Cranberry Juice Won't Get Rid Of Your UTI

Mom was wrong.

If you've ever been subjected to the agony that comes with a urinary tract infection, you know you'd do just about anything to relieve the pain.

And while for years friends, mothers and even doctors have advised women to drink cranberry juice to make it all go away, a Texas A&M Health Science Center urologist recently explained that this probably won't give you the relief you need.

“Cranberry juice, especially the juice concentrates you find at the grocery store, will not treat a UTI or bladder infection,” said Dr. Timothy Boone in a statement. “It can offer more hydration and possibly wash bacteria from your body more effectively, but the active ingredient in cranberry is long-gone by the time it reaches your bladder.”

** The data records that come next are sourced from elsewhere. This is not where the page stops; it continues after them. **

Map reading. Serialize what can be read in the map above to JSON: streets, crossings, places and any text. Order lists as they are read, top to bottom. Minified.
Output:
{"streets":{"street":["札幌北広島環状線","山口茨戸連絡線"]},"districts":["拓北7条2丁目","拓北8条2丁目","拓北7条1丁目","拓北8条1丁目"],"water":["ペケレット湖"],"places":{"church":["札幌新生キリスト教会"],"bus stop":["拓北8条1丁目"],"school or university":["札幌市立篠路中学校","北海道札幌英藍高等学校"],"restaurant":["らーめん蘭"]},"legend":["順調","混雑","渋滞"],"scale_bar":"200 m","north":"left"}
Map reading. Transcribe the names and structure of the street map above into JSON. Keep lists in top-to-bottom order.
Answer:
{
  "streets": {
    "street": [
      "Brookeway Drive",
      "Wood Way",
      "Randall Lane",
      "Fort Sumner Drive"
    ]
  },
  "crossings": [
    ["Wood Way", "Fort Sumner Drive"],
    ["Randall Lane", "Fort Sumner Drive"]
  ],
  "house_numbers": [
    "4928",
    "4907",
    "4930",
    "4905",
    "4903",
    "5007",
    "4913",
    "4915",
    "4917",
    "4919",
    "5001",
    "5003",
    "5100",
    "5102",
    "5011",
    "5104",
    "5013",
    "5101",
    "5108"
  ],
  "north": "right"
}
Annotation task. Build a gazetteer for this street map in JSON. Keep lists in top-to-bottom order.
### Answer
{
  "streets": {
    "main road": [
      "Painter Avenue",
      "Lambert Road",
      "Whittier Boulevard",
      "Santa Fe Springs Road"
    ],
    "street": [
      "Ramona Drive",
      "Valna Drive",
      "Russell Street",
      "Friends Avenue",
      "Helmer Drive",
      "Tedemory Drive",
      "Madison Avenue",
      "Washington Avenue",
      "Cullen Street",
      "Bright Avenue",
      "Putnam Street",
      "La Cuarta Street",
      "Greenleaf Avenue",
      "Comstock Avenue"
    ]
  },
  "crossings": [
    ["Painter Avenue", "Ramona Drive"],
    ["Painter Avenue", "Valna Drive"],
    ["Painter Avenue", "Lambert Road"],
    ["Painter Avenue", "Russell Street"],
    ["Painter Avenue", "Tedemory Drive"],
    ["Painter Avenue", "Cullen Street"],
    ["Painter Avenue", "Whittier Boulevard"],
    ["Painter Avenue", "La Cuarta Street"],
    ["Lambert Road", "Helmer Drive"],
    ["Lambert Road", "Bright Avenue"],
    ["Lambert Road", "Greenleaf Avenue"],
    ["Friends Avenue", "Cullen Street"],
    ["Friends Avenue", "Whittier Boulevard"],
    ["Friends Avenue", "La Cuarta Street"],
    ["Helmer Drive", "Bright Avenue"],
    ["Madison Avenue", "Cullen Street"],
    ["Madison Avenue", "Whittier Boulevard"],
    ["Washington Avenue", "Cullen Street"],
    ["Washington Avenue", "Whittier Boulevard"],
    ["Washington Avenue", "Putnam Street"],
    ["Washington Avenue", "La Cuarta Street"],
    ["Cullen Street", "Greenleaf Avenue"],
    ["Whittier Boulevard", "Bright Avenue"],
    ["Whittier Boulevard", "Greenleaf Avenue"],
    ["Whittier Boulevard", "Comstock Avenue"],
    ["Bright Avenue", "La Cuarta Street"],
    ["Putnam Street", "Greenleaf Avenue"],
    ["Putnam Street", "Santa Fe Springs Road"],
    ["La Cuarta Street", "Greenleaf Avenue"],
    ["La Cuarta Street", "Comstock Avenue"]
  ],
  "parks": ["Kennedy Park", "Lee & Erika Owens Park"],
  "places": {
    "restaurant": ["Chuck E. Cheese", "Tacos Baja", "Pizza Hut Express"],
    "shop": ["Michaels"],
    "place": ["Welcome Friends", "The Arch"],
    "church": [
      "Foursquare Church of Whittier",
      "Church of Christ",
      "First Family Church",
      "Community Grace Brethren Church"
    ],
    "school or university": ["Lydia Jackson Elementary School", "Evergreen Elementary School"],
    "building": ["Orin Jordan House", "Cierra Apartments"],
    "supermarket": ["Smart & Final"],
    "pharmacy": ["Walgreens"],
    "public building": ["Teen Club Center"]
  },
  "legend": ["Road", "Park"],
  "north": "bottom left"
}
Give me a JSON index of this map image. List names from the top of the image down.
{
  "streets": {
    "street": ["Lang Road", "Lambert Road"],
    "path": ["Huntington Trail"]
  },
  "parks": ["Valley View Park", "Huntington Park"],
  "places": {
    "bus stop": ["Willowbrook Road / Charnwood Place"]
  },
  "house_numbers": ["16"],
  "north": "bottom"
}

Le sigh. The myth may have started with a somewhat sensible hunch, but just doesn't turn out to be true. As A&M explains, cranberries contain an active ingredient called proanthocyanidins, or PACS, that can keep bacteria from binding to the walls of the bladder. The catch is, PACs aren't present in commercial cranberry juice.

“It takes an extremely large concentration of cranberry to prevent bacterial adhesion,” Boone said. “This amount of concentration is not found in the juices we drink. There’s a possibility it was stronger back in our grandparents’ day, but definitely not in modern times.”

You may have seen cranberry capsules in the pharmacy aisle. These do have a concentrated amount of PACs and can help prevent the risk of UTIs. According to a study published in the American Journal of Obstetrics and Gynecology, cranberry capsules reduced the risk of UTIs by 50 percent in women who had a catheter in place while undergoing gynecological surgery.

“In this study, they took the cranberry itself and put it in a capsule -- the equivalence of drinking 16 ounces of cranberry juice," Boone said. "As you can see, it takes a large amount of pure cranberry to prevent an infection."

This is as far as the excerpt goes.